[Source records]
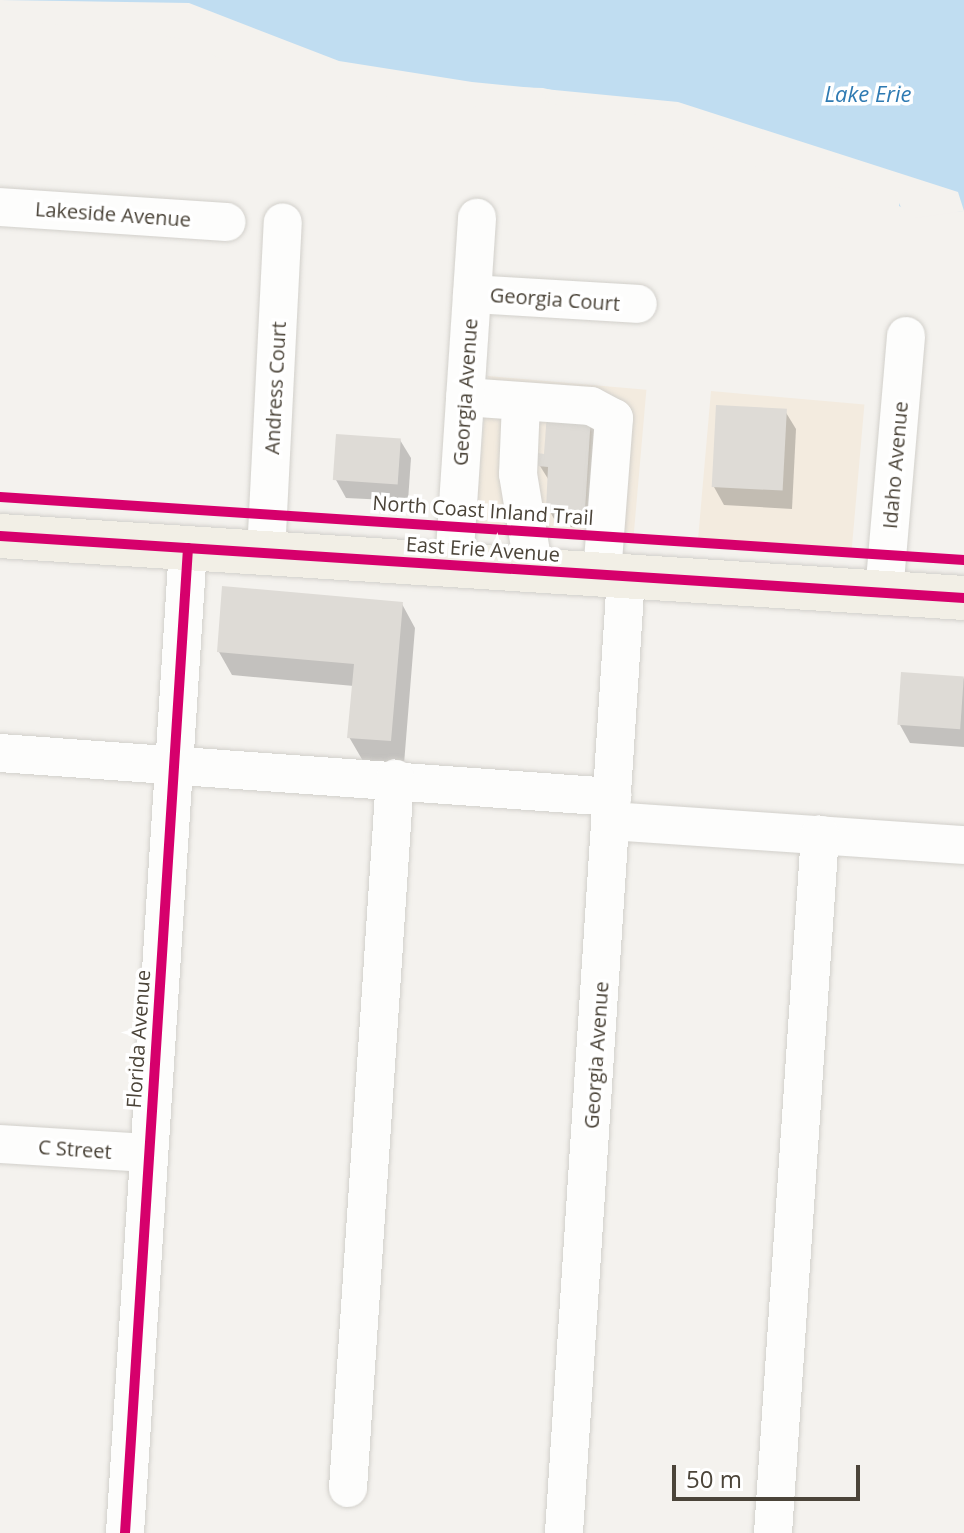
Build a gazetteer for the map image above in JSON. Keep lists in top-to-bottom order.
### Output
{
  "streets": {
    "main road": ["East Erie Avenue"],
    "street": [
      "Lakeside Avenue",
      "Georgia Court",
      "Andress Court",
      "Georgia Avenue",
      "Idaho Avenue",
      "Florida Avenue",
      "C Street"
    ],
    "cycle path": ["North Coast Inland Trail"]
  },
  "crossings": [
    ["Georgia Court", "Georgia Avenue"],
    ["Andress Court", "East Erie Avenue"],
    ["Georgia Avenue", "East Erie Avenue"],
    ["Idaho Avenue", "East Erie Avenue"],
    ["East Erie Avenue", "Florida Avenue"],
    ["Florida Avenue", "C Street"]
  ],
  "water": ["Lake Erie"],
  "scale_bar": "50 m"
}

YOUR OBJECTIVE. The output is the records exactly as they read, with no pictures in it.

WRITTEN REPLY.
Build a gazetteer for the map image above in JSON. Keep lists in top-to-bottom order.
### Output
{
  "streets": {
    "main road": ["East Erie Avenue"],
    "street": [
      "Lakeside Avenue",
      "Georgia Court",
      "Andress Court",
      "Georgia Avenue",
      "Idaho Avenue",
      "Florida Avenue",
      "C Street"
    ],
    "cycle path": ["North Coast Inland Trail"]
  },
  "crossings": [
    ["Georgia Court", "Georgia Avenue"],
    ["Andress Court", "East Erie Avenue"],
    ["Georgia Avenue", "East Erie Avenue"],
    ["Idaho Avenue", "East Erie Avenue"],
    ["East Erie Avenue", "Florida Avenue"],
    ["Florida Avenue", "C Street"]
  ],
  "water": ["Lake Erie"],
  "scale_bar": "50 m"
}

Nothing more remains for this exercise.